The code for this would look something like
self.linear2.weight = torch.nn.Parameter(torch.cat((self.linear2.weight, torch.zeros(self.output_dims, new_node_count)), dim=1))
self.linear.weight = torch.nn.Parameter(torch.cat((self.linear.weight, torch.rand(new_node_count, 2)), dim=0))
self.linear.bias = torch.nn.Parameter(torch.cat((self.linear.bias, torch.zeros(new_node_count))))
A fully working minimal example of this can be found here.
Let's review this against our goals.
Same loss as the previous network
With a weight of zero as above, all contribution of the new nodes to the loss would be exactly zero.
State that can be learned from
The core of most deep learning is gradient descent. This works by following the gradients of our loss function for each weight in our network, thus minimizing loss.
The question then is whether our new nodes have a gradient for our newly added weights of zero.
The gradient of a layer can be viewed as the following, where
w_next is the weights to the next layer,
d_next is the error from the next layer, and
output_current is the output of the layer in question.
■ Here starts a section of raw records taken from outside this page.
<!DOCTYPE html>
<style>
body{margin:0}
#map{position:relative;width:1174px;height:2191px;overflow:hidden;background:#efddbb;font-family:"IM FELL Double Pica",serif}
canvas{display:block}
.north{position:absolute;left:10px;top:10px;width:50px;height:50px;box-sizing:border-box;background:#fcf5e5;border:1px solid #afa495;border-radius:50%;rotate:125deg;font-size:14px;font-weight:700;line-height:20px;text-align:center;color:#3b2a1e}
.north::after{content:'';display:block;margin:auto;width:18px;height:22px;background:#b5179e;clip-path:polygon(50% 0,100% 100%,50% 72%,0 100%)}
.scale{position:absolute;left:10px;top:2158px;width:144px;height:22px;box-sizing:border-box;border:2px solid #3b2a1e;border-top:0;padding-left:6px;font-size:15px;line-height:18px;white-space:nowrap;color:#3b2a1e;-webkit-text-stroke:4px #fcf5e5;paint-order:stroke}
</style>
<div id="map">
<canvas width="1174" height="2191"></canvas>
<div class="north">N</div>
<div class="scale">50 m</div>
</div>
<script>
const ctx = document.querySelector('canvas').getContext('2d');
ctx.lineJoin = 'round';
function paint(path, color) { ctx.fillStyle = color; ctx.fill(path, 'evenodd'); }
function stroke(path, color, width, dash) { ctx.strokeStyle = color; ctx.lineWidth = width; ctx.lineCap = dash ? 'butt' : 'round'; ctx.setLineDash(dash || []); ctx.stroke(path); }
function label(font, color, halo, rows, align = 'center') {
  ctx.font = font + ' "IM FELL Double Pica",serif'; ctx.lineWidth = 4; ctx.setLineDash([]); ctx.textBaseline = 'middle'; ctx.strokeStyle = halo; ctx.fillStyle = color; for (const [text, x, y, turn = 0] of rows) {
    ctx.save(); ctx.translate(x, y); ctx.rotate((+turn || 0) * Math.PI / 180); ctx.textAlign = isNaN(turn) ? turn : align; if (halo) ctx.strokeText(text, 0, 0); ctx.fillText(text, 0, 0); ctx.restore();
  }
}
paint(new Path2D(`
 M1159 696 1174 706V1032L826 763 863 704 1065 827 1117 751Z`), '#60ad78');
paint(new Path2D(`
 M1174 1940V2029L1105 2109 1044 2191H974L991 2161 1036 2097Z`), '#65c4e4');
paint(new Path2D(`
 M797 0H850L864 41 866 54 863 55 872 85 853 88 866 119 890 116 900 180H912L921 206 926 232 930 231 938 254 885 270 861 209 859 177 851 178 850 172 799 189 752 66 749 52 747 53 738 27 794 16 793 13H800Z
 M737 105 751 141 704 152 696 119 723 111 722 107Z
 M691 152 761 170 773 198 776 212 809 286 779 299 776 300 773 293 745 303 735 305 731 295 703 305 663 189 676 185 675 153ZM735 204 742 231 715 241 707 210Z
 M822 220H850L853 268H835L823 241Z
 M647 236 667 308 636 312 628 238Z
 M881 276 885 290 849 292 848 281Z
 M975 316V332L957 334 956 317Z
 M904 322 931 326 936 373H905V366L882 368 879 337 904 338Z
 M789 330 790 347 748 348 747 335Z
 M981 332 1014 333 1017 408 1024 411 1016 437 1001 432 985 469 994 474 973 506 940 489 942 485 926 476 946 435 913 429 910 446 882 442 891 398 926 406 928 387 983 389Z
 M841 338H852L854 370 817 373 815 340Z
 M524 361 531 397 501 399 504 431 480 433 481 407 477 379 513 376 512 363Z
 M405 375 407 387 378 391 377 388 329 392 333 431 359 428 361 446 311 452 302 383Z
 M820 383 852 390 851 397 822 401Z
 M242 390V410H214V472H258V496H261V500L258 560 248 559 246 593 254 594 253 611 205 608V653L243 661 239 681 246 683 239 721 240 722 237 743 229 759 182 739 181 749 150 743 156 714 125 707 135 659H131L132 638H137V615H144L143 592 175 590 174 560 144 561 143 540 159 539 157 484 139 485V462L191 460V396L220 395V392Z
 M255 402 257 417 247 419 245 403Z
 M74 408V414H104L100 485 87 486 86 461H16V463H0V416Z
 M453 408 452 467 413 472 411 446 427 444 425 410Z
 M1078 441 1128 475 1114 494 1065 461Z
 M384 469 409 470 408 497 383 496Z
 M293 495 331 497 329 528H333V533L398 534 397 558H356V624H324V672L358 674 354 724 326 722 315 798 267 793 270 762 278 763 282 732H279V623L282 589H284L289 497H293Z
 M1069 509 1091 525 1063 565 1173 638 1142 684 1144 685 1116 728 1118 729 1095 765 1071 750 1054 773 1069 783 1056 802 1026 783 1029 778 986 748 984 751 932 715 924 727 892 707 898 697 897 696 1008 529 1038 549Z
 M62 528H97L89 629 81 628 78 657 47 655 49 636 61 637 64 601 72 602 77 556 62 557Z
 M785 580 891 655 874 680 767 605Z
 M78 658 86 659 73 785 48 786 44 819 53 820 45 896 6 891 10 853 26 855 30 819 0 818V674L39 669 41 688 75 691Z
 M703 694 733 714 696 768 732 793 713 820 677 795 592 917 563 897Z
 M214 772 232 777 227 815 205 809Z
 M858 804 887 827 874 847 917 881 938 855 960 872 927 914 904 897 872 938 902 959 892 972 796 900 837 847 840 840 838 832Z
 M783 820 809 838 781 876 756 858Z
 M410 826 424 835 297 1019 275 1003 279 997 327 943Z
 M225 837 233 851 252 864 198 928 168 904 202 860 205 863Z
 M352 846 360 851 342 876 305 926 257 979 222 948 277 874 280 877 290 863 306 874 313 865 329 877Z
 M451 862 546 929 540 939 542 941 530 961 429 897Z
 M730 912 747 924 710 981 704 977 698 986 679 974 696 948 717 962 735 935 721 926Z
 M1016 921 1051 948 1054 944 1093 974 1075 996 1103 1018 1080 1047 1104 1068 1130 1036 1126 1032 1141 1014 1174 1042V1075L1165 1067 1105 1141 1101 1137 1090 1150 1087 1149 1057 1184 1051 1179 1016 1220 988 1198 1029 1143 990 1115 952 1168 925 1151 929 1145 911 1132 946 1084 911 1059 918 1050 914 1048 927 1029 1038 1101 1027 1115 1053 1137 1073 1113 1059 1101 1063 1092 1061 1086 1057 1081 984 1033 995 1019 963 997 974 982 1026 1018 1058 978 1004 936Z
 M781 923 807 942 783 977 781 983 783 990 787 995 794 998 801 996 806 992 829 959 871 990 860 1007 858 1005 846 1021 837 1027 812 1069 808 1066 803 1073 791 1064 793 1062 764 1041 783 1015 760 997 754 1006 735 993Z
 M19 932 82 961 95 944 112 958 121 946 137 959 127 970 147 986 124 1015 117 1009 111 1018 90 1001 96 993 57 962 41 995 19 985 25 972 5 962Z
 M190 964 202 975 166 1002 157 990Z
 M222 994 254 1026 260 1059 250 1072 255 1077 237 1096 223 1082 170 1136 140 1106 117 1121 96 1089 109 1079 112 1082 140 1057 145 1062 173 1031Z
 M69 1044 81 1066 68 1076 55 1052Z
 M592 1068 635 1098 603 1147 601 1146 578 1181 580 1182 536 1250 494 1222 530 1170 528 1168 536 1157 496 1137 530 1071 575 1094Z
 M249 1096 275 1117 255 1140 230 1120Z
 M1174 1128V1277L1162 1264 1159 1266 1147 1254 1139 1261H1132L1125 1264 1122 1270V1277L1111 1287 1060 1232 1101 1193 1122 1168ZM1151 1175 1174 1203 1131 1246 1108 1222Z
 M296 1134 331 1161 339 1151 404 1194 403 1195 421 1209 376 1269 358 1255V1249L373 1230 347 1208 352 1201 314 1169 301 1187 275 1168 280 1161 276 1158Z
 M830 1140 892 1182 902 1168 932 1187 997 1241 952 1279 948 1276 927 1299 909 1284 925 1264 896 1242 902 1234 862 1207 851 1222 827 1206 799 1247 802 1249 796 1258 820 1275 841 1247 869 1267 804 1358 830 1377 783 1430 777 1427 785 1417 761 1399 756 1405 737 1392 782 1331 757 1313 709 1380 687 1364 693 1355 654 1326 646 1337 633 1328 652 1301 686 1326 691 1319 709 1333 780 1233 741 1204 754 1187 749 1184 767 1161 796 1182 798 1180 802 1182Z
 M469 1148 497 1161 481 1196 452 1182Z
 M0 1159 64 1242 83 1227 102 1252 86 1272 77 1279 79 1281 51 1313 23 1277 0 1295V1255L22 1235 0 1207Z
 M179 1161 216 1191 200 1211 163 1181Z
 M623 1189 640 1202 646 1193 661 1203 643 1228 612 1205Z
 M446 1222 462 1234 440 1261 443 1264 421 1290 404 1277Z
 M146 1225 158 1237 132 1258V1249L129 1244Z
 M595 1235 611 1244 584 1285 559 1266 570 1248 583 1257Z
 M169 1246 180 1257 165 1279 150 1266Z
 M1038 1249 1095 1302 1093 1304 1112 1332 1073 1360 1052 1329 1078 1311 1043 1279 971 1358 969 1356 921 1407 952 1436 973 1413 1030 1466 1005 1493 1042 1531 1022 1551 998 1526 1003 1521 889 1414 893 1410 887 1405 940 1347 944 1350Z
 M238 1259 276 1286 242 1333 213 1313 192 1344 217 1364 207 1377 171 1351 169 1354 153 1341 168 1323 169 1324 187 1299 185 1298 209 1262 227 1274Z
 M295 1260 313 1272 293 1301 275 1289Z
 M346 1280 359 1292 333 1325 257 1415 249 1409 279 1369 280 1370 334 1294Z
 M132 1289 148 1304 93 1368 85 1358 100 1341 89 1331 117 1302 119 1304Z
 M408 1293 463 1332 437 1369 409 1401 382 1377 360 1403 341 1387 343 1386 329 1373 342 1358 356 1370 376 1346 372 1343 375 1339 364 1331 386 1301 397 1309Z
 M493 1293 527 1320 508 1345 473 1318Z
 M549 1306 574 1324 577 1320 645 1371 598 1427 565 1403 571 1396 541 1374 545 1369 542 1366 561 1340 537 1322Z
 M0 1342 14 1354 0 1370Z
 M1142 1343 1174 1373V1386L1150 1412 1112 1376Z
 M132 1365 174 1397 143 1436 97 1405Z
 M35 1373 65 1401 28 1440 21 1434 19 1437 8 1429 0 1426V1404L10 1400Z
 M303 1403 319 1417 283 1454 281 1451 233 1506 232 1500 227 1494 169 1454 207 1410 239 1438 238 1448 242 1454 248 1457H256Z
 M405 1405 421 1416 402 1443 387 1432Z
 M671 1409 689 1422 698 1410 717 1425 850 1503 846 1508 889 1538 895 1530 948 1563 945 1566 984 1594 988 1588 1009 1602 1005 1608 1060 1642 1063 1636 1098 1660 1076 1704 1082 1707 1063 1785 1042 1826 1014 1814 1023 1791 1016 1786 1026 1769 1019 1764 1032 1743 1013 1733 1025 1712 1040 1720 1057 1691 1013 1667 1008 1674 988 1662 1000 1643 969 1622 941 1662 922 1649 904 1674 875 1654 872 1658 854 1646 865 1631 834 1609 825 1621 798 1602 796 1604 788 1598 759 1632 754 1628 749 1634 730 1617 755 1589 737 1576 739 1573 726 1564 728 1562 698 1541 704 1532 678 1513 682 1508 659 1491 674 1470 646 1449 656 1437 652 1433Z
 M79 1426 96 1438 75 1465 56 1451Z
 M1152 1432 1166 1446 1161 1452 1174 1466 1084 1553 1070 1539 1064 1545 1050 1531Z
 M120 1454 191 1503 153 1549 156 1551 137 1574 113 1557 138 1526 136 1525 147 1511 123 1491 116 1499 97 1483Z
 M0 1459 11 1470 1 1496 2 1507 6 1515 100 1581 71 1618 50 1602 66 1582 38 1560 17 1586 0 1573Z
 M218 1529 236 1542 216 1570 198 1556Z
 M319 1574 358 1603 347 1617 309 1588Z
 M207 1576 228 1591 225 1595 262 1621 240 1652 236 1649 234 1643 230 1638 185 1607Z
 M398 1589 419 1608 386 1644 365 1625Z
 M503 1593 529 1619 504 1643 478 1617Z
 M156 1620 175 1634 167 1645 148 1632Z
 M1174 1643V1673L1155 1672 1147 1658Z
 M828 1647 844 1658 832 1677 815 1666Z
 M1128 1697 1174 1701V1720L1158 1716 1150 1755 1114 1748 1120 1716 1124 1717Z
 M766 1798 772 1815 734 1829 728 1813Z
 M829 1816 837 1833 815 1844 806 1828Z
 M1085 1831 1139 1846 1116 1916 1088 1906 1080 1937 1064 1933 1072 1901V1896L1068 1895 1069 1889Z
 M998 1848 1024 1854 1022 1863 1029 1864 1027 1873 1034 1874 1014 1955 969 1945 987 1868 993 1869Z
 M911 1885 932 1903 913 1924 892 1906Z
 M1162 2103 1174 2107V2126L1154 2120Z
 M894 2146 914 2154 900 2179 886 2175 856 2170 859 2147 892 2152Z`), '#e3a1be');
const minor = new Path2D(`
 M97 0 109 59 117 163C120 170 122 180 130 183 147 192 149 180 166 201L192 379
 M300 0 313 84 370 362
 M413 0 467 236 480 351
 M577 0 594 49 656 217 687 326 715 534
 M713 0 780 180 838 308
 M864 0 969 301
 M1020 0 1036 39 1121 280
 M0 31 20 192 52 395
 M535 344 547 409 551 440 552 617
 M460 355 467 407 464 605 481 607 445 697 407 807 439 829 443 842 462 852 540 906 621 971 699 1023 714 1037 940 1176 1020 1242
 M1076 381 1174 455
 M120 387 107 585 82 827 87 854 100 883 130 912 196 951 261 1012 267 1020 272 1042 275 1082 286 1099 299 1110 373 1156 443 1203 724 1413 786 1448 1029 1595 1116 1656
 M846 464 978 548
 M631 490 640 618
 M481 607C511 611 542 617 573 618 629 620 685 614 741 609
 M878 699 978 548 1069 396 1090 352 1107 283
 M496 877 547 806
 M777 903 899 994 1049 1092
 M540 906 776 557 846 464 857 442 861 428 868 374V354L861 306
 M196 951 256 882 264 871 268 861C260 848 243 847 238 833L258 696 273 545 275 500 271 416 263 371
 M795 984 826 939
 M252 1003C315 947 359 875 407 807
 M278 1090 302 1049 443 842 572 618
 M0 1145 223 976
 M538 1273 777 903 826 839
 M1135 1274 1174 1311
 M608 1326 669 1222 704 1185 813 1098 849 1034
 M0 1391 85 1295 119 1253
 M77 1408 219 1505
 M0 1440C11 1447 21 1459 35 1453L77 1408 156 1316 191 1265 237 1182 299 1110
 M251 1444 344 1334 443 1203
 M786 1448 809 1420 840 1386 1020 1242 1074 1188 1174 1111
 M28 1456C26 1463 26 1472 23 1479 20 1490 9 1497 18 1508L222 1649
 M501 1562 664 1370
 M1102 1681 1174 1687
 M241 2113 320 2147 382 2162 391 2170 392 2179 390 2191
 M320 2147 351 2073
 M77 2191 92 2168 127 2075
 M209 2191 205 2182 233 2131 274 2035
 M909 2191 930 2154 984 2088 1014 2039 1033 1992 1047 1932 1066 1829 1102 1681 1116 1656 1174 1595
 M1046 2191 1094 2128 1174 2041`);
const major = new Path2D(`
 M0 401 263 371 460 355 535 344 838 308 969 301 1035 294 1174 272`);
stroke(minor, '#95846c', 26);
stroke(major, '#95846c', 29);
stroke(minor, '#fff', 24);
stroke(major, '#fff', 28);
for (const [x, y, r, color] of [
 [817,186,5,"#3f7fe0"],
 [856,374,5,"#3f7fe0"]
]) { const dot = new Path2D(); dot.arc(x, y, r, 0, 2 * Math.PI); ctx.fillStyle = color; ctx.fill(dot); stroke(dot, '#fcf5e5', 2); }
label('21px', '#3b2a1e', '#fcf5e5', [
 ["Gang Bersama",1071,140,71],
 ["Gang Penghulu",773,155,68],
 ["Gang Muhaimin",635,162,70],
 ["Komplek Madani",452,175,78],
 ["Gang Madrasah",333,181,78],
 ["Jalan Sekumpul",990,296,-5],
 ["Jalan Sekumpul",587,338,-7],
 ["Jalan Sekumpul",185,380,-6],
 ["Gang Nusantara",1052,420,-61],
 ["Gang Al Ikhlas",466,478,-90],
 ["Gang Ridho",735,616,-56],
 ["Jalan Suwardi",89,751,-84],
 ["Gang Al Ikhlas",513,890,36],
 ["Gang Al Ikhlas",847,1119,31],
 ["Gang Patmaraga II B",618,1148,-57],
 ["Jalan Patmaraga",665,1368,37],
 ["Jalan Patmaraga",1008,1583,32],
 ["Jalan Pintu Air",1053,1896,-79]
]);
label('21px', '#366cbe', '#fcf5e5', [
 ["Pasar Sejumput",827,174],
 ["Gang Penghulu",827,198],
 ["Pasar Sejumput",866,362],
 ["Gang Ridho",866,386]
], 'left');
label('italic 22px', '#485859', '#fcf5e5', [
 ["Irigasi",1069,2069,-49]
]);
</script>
grad = w_next * d_next * output_current
With the above, I'd answer yes.
- Setting linear layer output weights and input weights to all zeros.
- This leads to the derivative of all the new weights added to always be zero.
- Setting a linear layer weight (output or input) to zeros and the other to a specific value (not random).
- This would result in all expanded nodes having the same values with no way to escape.
- Copying an existing node and halving its output weights.
- In this case the node would be "collapsed" causing the 2 nodes to always have the same value. This doesn't help with learning, but increases compute. I'd expect perturbing the values some small amount to still run into this given enough time while still increasing loss at expansion time.